Ellis' success, however, came with an ironic twist. As PDR's stature grew, its composition lightened to the point that it is no longer just a black swim club, but rather a diverse, quality team that happens to have a large percentage of black swimmers. At a practice of his senior group this fall, only half the swimmers were black. What's more, none came from neighborhoods that surround PDR's indoor facility in northern Philadelphia. PDR might be an inner-city club, but it's mostly middle class with yearly dues for each of its swimmers up to $725.

"What I need is a 50-meter pool and enough money so that I can walk away from my (high school) teaching job," Ellis says. "Give me both and I will rock and roll."
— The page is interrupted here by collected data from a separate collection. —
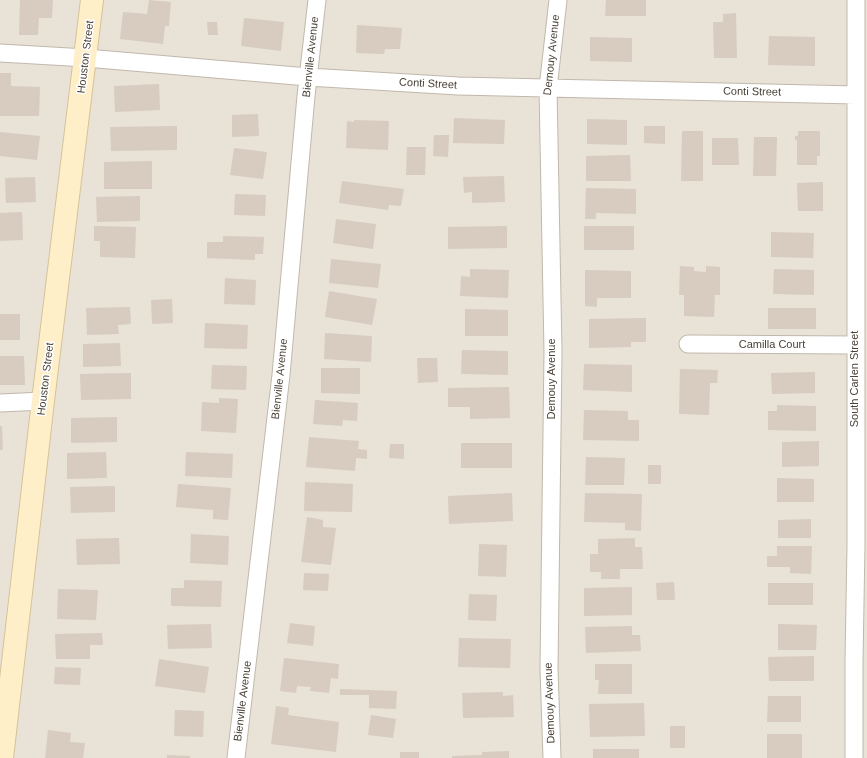 <!DOCTYPE html>
<style>
body{margin:0}
canvas{display:block;background:#f5f1e9}
</style>
<canvas width="867" height="758"></canvas>
<script>
const context = document.querySelector('canvas').getContext('2d');
context.lineJoin = 'round';
function fill(path, color) {
  context.fillStyle = color;
  context.fill(path, 'evenodd');
}
function poly(rows) {
  const path = new Path2D();
  for (const r of rows) {
    path.moveTo(r[0], r[1]);
    for (let i = 2; i < r.length; i += 2) path.lineTo(r[i], r[i + 1]);
  }
  return path;
}
function trace(path, color, width, dash) {
  context.strokeStyle = color;
  context.lineWidth = width;
  context.lineCap = dash ? 'butt' : 'round';
  context.setLineDash(dash || []);
  context.stroke(path);
}
function write(font, color, halo, rows, align = 'center') {
  context.font = font + ' Helvetica,sans-serif';
  context.lineWidth = 3;
  context.setLineDash([]);
  context.textBaseline = 'middle';
  context.strokeStyle = halo;
  context.fillStyle = color;
  for (const [text, x, y, turn = 0] of rows) {
    context.save();
    context.translate(x, y);
    context.rotate((+turn || 0) * Math.PI / 180);
    context.textAlign = isNaN(turn) ? turn : align;
    if (halo) context.strokeText(text, 0, 0);
    context.fillText(text, 0, 0);
    context.restore();
  }
}
const residential = poly([
 [0,0,867,0,867,758,0,758]
]);
const building = poly([
 [20,0,53,0,52,18,39,18,38,35,19,35],
 [149,0,171,2,169,26,165,26,163,44,120,39,123,12,147,14],
 [606,0,646,0,646,16,605,16],
 [736,13,737,58,714,58,713,22,723,22,723,14],
 [244,18,284,22,281,51,241,46],
 [207,22,217,22,218,35,208,35],
 [357,25,402,28,400,49,385,49,384,54,356,53],
 [769,36,815,37,815,66,768,65],
 [590,37,632,38,632,62,590,61],
 [0,73,11,73,11,86,40,87,39,116,0,116],
 [159,84,160,110,115,112,114,86],
 [258,114,259,136,232,137,232,115],
 [454,118,505,120,504,144,453,143],
 [587,119,627,120,627,145,587,144],
 [354,120,389,121,388,150,346,148,347,121,354,122],
 [177,126,177,150,111,151,110,127],
 [644,126,665,126,665,144,644,143],
 [682,131,703,131,703,181,681,181],
 [798,131,820,131,820,156,817,156,817,165,797,165,797,140,795,140,795,136,798,136],
 [0,132,40,136,37,160,0,156],
 [434,135,449,135,448,157,433,156],
 [754,137,777,137,776,176,753,176],
 [712,138,738,138,739,165,712,165],
 [407,147,426,147,425,175,406,175],
 [234,148,267,152,263,179,230,175],
 [630,155,631,181,586,181,586,156],
 [152,161,152,189,104,189,104,162],
 [504,176,505,202,472,203,472,192,464,193,463,177],
 [35,177,36,202,6,203,5,178],
 [342,181,404,189,401,206,389,205,388,210,339,203],
 [823,182,823,211,798,211,797,183],
 [586,188,636,189,636,214,596,213,596,219,585,219],
 [235,194,266,195,265,216,234,215],
 [140,196,140,221,97,222,96,197],
 [22,212,23,240,0,241,0,213],
 [336,219,376,224,373,249,333,243],
 [94,226,136,227,135,258,100,257,100,241,94,241],
 [507,226,507,248,448,249,448,227],
 [584,226,634,226,634,250,584,250],
 [771,232,814,233,813,258,771,257],
 [223,236,264,237,263,254,255,254,255,260,207,258,207,242,223,242],
 [331,259,381,264,378,288,329,283],
 [680,266,694,267,694,271,706,272,706,266,720,267,720,295,715,295,714,317,684,316,684,295,679,295],
 [470,269,509,270,508,298,460,296,461,276,470,277],
 [774,269,814,270,814,295,773,294],
 [585,270,631,271,631,298,597,298,597,307,585,306],
 [225,278,256,280,255,305,224,304],
 [329,291,377,299,372,325,325,317],
 [172,299,173,323,152,324,151,300],
 [130,307,131,324,118,325,119,334,87,335,86,308],
 [768,308,816,308,816,329,768,329],
 [465,309,508,310,508,336,465,336],
 [0,314,20,314,20,340,0,340],
 [646,318,646,342,631,342,631,347,589,348,589,319],
 [205,323,248,325,247,349,204,348],
 [325,333,372,336,371,362,324,359],
 [120,343,121,366,83,367,83,344],
 [462,350,508,351,508,375,461,374],
 [0,356,24,356,25,385,0,385],
 [417,358,437,358,438,382,418,383],
 [584,364,632,365,632,392,583,390],
 [212,365,247,366,246,390,211,389],
 [321,368,360,368,360,394,321,393],
 [680,369,718,370,717,383,710,383,709,415,679,414],
 [815,372,815,393,772,394,771,373],
 [131,373,131,399,81,400,80,374],
 [509,387,510,418,470,419,470,407,448,407,448,388],
 [219,398,238,399,236,433,201,431,202,402,219,403],
 [315,400,358,403,357,421,343,420,342,426,313,424],
 [777,405,816,406,816,431,768,430,768,411,777,411],
 [584,410,628,411,628,420,639,420,639,441,583,440],
 [117,417,117,442,71,443,71,418],
 [0,426,2,426,3,450,0,450],
 [309,437,359,441,358,449,367,450,367,459,356,458,355,471,306,467],
 [819,441,819,466,782,467,782,442],
 [461,443,512,443,512,468,461,468],
 [390,444,404,444,404,459,389,458],
 [106,452,107,478,67,479,67,453],
 [186,452,233,454,232,478,185,476],
 [586,457,625,458,624,485,585,485],
 [648,465,661,465,661,484,648,484],
 [777,478,814,479,814,502,777,502],
 [305,482,353,484,352,512,304,511],
 [178,484,231,488,228,520,213,519,213,510,176,507],
 [115,486,115,512,71,513,70,487],
 [512,493,513,521,449,524,448,496],
 [585,493,642,494,641,531,625,530,625,523,584,522],
 [307,517,323,520,323,527,336,528,331,565,301,562],
 [811,519,811,538,778,538,778,520],
 [191,534,229,536,228,565,190,563],
 [119,538,120,564,77,565,76,539],
 [635,538,635,547,642,547,643,569,620,569,620,579,601,579,601,572,590,572,590,554,598,554,598,539],
 [479,544,507,545,506,577,478,576],
 [777,546,812,546,811,574,790,573,790,567,767,567,767,556,777,556],
 [304,573,329,574,328,591,303,590],
 [184,580,222,581,221,607,171,606,171,588,184,588],
 [674,582,675,600,657,600,656,583],
 [768,583,813,583,813,605,768,605],
 [632,587,632,615,584,616,584,588],
 [58,589,98,590,96,620,57,619],
 [469,594,497,595,496,621,468,620],
 [290,623,315,626,313,646,287,643],
 [211,624,212,648,168,649,167,625],
 [778,624,817,625,816,650,778,650],
 [632,626,632,635,640,635,641,651,586,653,585,627],
 [102,633,103,645,90,645,90,659,56,659,55,634],
 [459,638,511,639,510,668,458,667],
 [814,656,814,681,769,681,768,657],
 [284,658,339,664,338,679,331,678,329,693,310,691,311,687,297,686,296,693,280,691],
 [159,659,209,667,205,693,155,686],
 [595,664,632,664,632,694,598,694,599,680,595,680],
 [55,667,81,668,80,685,54,684],
 [340,689,397,691,396,709,369,708,369,695,340,695],
 [503,692,503,696,513,695,514,717,463,718,462,693],
 [768,696,801,696,801,722,767,722],
 [644,703,645,736,590,737,589,704],
 [276,706,289,708,288,715,339,722,336,752,271,744],
 [175,710,204,711,203,737,174,736],
 [371,715,396,719,393,738,368,735],
 [670,726,685,726,685,748,670,748],
 [48,730,71,733,70,742,85,743,83,758,45,758],
 [767,734,802,734,802,758,767,758],
 [593,749,639,749,639,758,593,758],
 [509,751,509,758,452,758,452,756,482,755,482,752],
 [400,752,419,752,419,758,400,758],
 [167,755,190,756,190,758,167,758]
]);
const street = poly([
 [0,53,86,58,308,77,458,86,856,95],
 [688,344,855,345],
 [0,403,43,401],
 [236,758,281,375,306,96,317,0],
 [552,758,549,669,553,352,548,88,558,0],
 [854,758,854,661,856,545,856,0]
]);
const secondary = poly([
 [2,758,43,401,92,0]
]);
const streetNames = [
 ["Demouy Avenue",552,55,-84],
 ["Houston Street",86,57,-83],
 ["Bienville Avenue",311,57,-84],
 ["Conti Street",428,84,3],
 ["Conti Street",752,92,1],
 ["Camilla Court",772,345],
 ["Houston Street",46,379,-83],
 ["Bienville Avenue",280,379,-84],
 ["Demouy Avenue",552,379,-90],
 ["South Carlen Street",855,379,-90],
 ["Bienville Avenue",243,701,-83],
 ["Demouy Avenue",550,703,-92]
];
fill(residential, '#e9e2d7');
fill(building, '#d7ccbf');
trace(street, '#c1b8ac', 19);
trace(secondary, '#d5c299', 24);
trace(street, '#fff', 17);
trace(secondary, '#ffefc9', 22);
write('11px', '#494137', '#fff', streetNames);
</script>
A good facility, a well-paid coach, and blacks and Hispanics, as well as a sizeable number of whites, will be knocking down Ellis' door. It's the model for increasing diversity within competitive swimming. The only thing missing is the money to make it happen, money the American swimming community doesn't have.

"I don't want to look at this as a black-white issue, or a rich-poor issue, but as an issue of access, both to the facilities to train and the coaches to run the programs," says Wielgus. "But we can't get in the business of building facilities. We don't have the financial resources to even think about that.”

NATURE TAKE ITS COURSE

Perhaps the best solution to swimming's diversity challenge would be simplest and the least expensive. Why not let nature take its course?

Giles Smith learned to swim at a local pool in a Baltimore suburb. He then joined a black club in Baltimore City "as a way to slowly bring him into the fold in an environment where he wouldn't feel strange," his father, Harold, says. "It was a place where he wouldn't be singled out."

After his abundant talent became apparent, Giles moved on to a more competitive club. His parents, solidly middle class, could afford the dues and the other expenses. Unlike Norment 12 years earlier, Giles didn't have to look to another state. Nearby was a club (CATY Barracudas) with 20 percent of its swimmers who were black. He's been thriving ever since. As a nine-year-old, he's within tenths of a second of AAAA times in two events.

"The only thing missing for Giles and other young black swimmers is a role model," says Harold Smith. "What we need is to get a black swimmer on an Olympic team."

Giles Smith represents the future of minority swimmers in America. As more like him move into the middle class, swimming will simply become another option rather than an exception. The number who choose to compete will increase steadily. It's inevitable. Whether it will be quick enough to satisfy outside organizations, however, is another matter.

As Wielgus said, the problems attendant to swimming and diversity are huge, expensive and political.